For the data below, restate word for word only the lines from the line containing "Task: Transcribe the" through the line containing "Summarize the content", both ends included.

==== Information given ====

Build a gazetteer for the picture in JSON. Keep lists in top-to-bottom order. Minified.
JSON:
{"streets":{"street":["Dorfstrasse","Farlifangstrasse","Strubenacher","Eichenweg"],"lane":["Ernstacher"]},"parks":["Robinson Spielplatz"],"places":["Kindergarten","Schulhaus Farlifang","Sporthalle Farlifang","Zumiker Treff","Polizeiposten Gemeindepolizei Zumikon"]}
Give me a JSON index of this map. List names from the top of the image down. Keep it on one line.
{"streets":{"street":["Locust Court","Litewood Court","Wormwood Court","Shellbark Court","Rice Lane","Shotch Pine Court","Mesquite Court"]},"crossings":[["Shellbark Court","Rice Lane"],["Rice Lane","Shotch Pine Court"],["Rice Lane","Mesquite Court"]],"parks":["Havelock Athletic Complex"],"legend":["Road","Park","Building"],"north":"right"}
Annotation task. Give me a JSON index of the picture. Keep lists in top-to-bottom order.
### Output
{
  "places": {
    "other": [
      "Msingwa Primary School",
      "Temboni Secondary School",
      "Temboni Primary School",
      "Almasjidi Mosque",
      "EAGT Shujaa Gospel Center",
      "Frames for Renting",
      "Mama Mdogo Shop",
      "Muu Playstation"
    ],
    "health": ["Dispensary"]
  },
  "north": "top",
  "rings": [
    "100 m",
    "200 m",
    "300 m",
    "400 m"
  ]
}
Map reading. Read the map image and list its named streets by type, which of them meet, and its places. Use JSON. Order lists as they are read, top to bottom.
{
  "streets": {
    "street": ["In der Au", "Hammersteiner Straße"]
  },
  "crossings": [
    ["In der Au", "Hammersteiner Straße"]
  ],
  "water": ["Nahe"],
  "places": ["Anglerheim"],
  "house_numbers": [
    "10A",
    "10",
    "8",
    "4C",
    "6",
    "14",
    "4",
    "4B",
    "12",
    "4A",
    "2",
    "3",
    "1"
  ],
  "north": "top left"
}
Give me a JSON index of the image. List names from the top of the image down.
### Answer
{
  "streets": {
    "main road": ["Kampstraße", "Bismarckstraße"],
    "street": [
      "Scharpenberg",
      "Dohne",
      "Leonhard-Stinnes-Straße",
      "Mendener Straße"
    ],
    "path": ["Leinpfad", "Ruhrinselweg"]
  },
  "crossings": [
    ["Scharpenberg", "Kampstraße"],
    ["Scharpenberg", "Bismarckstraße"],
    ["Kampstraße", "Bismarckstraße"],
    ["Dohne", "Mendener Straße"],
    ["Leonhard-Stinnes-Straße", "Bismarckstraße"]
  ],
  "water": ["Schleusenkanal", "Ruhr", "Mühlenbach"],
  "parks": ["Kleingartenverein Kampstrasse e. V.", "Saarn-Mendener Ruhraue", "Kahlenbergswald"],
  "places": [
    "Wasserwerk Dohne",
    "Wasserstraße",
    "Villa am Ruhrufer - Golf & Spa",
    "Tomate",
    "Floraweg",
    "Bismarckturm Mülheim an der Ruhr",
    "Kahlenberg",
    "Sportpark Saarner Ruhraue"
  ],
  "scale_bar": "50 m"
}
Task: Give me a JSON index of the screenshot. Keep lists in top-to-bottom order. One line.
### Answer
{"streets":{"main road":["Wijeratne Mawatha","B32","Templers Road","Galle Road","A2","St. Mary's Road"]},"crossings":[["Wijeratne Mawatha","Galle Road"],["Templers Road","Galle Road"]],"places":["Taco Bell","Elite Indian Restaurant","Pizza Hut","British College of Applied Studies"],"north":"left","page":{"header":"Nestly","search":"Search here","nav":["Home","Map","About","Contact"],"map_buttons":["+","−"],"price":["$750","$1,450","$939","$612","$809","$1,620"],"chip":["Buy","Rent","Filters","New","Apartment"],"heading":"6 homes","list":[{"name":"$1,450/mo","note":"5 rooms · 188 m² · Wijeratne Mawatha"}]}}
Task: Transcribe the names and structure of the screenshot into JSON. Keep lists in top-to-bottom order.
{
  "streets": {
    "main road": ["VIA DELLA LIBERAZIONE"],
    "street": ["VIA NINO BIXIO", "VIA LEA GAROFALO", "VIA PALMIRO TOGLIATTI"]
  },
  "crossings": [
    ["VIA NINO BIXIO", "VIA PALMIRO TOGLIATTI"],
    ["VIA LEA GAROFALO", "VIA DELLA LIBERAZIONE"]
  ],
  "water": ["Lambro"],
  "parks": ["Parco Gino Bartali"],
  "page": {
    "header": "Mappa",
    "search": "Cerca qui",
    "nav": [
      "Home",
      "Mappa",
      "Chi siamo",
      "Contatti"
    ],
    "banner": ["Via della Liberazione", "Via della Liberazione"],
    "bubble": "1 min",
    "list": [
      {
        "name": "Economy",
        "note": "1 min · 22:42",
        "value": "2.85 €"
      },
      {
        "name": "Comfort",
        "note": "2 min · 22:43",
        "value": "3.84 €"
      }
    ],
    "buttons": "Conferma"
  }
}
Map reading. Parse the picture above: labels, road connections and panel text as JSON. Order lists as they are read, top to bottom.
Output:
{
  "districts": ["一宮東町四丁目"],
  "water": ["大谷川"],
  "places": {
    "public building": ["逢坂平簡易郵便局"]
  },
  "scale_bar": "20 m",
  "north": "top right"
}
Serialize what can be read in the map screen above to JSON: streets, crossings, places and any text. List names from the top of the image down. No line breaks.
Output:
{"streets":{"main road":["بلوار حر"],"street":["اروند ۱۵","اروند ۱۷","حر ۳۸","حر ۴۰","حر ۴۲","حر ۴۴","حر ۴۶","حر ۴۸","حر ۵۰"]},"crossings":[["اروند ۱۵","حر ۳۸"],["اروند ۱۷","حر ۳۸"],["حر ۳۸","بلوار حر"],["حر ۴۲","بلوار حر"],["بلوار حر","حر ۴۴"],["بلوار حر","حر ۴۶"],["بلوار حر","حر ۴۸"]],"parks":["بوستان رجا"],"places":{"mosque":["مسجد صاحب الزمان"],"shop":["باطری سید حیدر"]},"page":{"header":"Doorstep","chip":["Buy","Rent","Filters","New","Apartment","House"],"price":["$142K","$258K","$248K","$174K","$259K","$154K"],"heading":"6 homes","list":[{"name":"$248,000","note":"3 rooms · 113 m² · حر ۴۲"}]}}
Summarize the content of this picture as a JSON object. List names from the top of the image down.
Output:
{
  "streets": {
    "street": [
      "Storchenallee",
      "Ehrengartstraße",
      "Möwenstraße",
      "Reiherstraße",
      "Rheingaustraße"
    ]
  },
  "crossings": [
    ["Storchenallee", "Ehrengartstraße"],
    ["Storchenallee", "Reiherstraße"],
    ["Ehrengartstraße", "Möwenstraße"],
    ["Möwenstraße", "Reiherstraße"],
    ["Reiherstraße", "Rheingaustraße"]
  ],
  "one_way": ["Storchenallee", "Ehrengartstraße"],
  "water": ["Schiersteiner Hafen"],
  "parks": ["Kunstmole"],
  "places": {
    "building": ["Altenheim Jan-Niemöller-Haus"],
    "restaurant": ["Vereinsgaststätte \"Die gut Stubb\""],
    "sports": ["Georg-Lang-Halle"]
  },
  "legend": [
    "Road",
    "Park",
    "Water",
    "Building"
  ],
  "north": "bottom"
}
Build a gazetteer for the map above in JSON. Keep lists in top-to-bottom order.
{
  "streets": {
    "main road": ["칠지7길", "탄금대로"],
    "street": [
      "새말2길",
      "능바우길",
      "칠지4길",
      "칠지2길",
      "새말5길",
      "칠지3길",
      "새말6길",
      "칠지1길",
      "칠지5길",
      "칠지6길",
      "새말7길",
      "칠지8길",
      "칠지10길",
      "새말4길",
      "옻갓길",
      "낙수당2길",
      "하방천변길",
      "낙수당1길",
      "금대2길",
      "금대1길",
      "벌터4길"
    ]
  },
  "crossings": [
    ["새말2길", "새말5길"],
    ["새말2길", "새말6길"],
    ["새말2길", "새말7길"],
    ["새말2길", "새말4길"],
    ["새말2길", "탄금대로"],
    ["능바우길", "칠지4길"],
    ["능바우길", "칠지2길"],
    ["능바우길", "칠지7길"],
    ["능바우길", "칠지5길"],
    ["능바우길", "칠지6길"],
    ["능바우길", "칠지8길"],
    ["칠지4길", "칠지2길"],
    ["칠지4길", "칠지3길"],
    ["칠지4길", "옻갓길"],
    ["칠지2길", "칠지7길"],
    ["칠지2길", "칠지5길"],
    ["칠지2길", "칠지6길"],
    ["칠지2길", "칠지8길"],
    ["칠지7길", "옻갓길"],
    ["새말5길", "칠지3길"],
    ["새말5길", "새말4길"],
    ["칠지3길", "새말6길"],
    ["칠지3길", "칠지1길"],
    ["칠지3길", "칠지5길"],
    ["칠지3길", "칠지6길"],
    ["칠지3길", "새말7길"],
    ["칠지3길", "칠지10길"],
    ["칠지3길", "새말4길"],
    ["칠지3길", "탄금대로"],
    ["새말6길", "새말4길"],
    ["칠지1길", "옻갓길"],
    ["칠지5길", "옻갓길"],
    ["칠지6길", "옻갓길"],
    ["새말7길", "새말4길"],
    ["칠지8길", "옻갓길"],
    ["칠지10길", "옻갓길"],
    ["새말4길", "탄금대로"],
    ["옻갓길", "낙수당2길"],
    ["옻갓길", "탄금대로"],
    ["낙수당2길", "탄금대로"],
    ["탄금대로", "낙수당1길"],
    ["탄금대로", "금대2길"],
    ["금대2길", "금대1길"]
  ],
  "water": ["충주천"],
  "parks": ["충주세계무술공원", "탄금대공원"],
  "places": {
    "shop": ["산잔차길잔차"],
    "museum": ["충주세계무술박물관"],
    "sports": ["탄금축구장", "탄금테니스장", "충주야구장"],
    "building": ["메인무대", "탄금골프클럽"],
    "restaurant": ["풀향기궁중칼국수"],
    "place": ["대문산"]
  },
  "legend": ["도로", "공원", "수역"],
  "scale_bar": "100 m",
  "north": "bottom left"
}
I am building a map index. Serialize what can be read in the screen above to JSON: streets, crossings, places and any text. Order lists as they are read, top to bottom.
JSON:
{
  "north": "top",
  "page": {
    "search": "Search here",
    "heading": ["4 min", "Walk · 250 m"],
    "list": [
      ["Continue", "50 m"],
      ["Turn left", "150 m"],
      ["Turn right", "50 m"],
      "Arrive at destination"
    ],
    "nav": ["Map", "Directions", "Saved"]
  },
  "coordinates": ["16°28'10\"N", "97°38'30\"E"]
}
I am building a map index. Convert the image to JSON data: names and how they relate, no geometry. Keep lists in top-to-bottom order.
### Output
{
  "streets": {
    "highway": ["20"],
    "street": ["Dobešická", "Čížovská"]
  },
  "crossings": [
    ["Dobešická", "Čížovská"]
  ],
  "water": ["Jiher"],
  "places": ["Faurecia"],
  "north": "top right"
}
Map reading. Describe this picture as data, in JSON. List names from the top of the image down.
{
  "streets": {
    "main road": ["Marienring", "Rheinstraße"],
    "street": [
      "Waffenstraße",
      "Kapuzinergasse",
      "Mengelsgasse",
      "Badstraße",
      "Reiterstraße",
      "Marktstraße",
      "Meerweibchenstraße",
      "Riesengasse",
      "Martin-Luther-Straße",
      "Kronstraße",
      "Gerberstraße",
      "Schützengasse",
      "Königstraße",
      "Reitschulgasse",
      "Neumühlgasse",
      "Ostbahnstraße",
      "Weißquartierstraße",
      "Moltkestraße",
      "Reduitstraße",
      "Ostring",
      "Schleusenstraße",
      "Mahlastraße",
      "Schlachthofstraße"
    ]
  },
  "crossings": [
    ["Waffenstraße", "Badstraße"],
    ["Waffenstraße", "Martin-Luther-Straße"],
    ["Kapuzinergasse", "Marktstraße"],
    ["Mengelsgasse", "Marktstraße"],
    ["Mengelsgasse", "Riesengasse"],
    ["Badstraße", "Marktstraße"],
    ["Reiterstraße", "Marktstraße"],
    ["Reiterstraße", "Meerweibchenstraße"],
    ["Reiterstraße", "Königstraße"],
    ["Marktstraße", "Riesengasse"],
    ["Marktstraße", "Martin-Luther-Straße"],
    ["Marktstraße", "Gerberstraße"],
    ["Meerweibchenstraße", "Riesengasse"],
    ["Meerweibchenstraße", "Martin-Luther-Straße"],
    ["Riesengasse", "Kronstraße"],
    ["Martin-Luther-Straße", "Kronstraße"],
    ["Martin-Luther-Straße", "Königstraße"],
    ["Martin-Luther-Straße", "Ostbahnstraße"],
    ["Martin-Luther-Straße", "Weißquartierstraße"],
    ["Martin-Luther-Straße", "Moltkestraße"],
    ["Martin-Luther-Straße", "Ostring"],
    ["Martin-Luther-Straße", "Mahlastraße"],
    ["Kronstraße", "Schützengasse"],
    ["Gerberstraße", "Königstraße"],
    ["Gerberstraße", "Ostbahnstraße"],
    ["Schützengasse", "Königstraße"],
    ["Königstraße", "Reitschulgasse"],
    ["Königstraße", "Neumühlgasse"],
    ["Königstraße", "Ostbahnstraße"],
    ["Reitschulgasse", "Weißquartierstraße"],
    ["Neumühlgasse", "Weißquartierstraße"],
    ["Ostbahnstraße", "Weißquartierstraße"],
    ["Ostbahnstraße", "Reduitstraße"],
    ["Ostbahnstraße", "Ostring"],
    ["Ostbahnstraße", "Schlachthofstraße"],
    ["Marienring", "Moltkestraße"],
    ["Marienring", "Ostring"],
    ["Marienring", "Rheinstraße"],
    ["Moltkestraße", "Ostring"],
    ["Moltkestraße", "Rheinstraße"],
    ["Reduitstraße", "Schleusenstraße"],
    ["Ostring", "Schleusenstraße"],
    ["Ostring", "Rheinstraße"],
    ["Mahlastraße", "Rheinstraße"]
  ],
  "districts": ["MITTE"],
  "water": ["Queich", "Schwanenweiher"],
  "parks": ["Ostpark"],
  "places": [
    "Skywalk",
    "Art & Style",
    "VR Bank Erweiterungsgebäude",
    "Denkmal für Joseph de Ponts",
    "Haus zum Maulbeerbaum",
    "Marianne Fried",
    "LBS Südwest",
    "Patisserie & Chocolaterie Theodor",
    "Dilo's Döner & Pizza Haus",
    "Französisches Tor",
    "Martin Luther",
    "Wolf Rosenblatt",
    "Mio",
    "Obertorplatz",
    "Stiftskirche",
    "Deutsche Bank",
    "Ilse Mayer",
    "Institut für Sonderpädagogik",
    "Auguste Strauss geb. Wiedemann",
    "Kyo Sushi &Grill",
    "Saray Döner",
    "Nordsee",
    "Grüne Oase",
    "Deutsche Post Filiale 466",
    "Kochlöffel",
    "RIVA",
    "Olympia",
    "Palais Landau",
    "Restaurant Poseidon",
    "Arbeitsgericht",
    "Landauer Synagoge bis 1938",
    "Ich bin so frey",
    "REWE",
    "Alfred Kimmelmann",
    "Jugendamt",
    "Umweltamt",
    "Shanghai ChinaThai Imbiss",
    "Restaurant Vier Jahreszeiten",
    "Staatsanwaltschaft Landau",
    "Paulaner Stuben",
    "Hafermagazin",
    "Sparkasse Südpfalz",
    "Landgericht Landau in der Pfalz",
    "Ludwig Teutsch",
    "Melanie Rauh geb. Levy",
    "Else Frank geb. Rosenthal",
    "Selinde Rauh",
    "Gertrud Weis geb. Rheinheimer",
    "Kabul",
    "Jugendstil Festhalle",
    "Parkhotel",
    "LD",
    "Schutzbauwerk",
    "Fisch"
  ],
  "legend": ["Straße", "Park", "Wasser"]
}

====

• [Answer section]:
Task: Transcribe the names and structure of the screenshot into JSON. Keep lists in top-to-bottom order.
{
  "streets": {
    "main road": ["VIA DELLA LIBERAZIONE"],
    "street": ["VIA NINO BIXIO", "VIA LEA GAROFALO", "VIA PALMIRO TOGLIATTI"]
  },
  "crossings": [
    ["VIA NINO BIXIO", "VIA PALMIRO TOGLIATTI"],
    ["VIA LEA GAROFALO", "VIA DELLA LIBERAZIONE"]
  ],
  "water": ["Lambro"],
  "parks": ["Parco Gino Bartali"],
  "page": {
    "header": "Mappa",
    "search": "Cerca qui",
    "nav": [
      "Home",
      "Mappa",
      "Chi siamo",
      "Contatti"
    ],
    "banner": ["Via della Liberazione", "Via della Liberazione"],
    "bubble": "1 min",
    "list": [
      {
        "name": "Economy",
        "note": "1 min · 22:42",
        "value": "2.85 €"
      },
      {
        "name": "Comfort",
        "note": "2 min · 22:43",
        "value": "3.84 €"
      }
    ],
    "buttons": "Conferma"
  }
}
Map reading. Parse the picture above: labels, road connections and panel text as JSON. Order lists as they are read, top to bottom.
Output:
{
  "districts": ["一宮東町四丁目"],
  "water": ["大谷川"],
  "places": {
    "public building": ["逢坂平簡易郵便局"]
  },
  "scale_bar": "20 m",
  "north": "top right"
}
Serialize what can be read in the map screen above to JSON: streets, crossings, places and any text. List names from the top of the image down. No line breaks.
Output:
{"streets":{"main road":["بلوار حر"],"street":["اروند ۱۵","اروند ۱۷","حر ۳۸","حر ۴۰","حر ۴۲","حر ۴۴","حر ۴۶","حر ۴۸","حر ۵۰"]},"crossings":[["اروند ۱۵","حر ۳۸"],["اروند ۱۷","حر ۳۸"],["حر ۳۸","بلوار حر"],["حر ۴۲","بلوار حر"],["بلوار حر","حر ۴۴"],["بلوار حر","حر ۴۶"],["بلوار حر","حر ۴۸"]],"parks":["بوستان رجا"],"places":{"mosque":["مسجد صاحب الزمان"],"shop":["باطری سید حیدر"]},"page":{"header":"Doorstep","chip":["Buy","Rent","Filters","New","Apartment","House"],"price":["$142K","$258K","$248K","$174K","$259K","$154K"],"heading":"6 homes","list":[{"name":"$248,000","note":"3 rooms · 113 m² · حر ۴۲"}]}}
Summarize the content of this picture as a JSON object. List names from the top of the image down.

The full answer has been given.